Source information

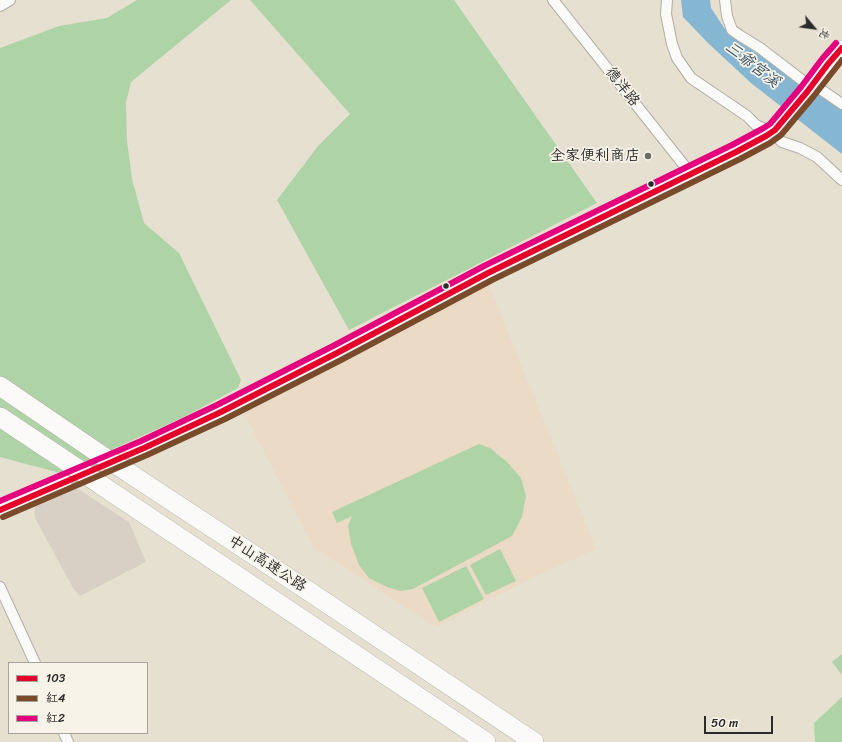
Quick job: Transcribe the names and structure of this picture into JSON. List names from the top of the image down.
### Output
{
  "streets": {
    "highway": ["中山高速公路"],
    "street": ["德洋路"]
  },
  "water": ["三爺宮溪"],
  "places": ["全家便利商店"],
  "lines": ["transit line 紅2", "transit line 103", "transit line 紅4"],
  "legend": ["103", "紅4", "紅2"],
  "scale_bar": "50 m",
  "north": "bottom right"
}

Exercise goal
Leave images out of the retyped records; keep all else exact.

Written solution
Quick job: Transcribe the names and structure of this picture into JSON. List names from the top of the image down.
### Output
{
  "streets": {
    "highway": ["中山高速公路"],
    "street": ["德洋路"]
  },
  "water": ["三爺宮溪"],
  "places": ["全家便利商店"],
  "lines": ["transit line 紅2", "transit line 103", "transit line 紅4"],
  "legend": ["103", "紅4", "紅2"],
  "scale_bar": "50 m",
  "north": "bottom right"
}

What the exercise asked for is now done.